* [REQUIRED WORK]: Records follow. Copy every line with "positions".

Recorded data
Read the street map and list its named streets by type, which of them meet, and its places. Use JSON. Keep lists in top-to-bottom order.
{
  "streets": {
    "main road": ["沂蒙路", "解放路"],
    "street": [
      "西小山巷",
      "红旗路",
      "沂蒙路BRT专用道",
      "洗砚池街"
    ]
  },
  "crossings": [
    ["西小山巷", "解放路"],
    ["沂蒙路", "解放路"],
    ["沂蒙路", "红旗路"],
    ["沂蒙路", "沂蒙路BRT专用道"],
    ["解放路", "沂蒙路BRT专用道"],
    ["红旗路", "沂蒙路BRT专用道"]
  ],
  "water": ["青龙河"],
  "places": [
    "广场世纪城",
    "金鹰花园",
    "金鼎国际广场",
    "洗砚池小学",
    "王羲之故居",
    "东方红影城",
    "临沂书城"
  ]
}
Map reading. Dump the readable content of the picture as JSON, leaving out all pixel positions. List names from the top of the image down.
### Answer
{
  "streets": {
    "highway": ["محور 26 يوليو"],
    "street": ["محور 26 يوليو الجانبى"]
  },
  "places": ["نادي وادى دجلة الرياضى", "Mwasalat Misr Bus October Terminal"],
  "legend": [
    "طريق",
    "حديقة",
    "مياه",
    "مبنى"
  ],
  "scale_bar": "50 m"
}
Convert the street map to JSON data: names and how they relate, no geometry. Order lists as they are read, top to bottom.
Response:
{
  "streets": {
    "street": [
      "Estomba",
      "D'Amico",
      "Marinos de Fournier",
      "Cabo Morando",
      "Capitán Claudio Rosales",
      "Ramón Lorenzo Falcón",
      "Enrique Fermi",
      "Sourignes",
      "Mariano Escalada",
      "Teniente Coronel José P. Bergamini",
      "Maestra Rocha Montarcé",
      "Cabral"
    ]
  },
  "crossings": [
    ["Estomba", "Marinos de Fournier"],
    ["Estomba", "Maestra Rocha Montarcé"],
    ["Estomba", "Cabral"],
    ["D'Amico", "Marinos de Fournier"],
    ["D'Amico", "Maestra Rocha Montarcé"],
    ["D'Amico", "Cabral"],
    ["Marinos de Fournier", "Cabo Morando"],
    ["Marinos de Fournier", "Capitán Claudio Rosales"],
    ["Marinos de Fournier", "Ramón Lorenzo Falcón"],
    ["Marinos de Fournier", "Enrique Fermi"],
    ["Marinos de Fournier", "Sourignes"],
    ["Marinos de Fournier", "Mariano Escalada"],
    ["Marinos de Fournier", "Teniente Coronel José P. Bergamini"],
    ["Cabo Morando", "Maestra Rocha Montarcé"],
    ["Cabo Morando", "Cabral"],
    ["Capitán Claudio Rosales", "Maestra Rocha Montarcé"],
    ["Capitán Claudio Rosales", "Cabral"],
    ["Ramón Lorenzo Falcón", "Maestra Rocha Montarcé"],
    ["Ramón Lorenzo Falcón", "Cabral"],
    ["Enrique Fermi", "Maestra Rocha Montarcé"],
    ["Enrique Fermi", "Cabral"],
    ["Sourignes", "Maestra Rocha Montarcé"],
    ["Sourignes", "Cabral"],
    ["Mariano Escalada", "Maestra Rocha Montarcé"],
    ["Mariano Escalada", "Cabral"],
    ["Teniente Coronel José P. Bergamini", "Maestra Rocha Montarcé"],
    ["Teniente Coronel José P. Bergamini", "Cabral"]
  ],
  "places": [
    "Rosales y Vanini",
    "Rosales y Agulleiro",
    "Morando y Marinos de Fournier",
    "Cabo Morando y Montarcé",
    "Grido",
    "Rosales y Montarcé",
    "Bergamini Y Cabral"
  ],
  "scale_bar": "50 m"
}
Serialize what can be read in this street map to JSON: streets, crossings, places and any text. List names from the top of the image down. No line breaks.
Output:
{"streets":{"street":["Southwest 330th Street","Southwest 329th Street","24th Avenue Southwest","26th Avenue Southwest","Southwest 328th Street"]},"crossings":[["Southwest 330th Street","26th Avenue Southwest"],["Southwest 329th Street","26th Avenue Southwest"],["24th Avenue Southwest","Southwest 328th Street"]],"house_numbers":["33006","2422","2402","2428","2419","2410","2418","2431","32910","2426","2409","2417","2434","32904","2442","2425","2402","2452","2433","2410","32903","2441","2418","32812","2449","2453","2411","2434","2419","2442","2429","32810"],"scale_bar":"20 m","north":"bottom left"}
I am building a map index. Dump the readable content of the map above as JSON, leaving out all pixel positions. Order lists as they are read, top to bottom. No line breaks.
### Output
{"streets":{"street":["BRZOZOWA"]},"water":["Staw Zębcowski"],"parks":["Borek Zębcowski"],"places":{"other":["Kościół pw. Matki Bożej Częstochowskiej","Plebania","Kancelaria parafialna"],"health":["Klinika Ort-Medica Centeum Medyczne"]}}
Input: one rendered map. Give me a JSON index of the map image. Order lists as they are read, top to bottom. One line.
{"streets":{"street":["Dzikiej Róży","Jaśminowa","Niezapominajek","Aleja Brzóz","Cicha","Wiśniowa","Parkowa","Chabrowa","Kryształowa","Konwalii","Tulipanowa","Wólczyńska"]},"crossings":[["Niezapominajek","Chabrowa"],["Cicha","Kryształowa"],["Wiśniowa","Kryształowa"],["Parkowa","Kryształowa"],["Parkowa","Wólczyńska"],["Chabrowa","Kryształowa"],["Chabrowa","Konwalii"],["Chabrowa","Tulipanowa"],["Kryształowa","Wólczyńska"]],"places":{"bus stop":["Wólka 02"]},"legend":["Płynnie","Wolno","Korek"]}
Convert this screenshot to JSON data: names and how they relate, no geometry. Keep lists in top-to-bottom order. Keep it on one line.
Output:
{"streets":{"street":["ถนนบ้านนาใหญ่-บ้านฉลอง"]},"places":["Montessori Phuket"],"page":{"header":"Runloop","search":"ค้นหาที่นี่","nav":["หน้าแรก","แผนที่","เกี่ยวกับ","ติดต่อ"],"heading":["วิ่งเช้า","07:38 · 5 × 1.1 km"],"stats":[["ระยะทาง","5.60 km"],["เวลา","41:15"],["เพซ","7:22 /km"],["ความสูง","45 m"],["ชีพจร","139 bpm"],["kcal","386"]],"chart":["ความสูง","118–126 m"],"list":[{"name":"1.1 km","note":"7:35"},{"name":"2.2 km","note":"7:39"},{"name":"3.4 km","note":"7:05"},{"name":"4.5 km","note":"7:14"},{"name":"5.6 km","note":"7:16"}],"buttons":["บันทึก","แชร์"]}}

* [EXERCISE ANSWER]:
Map reading. Dump the readable content of the picture as JSON, leaving out all pixel positions. List names from the top of the image down.
I am building a map index. Dump the readable content of the map above as JSON, leaving out all pixel positions. Order lists as they are read, top to bottom. No line breaks.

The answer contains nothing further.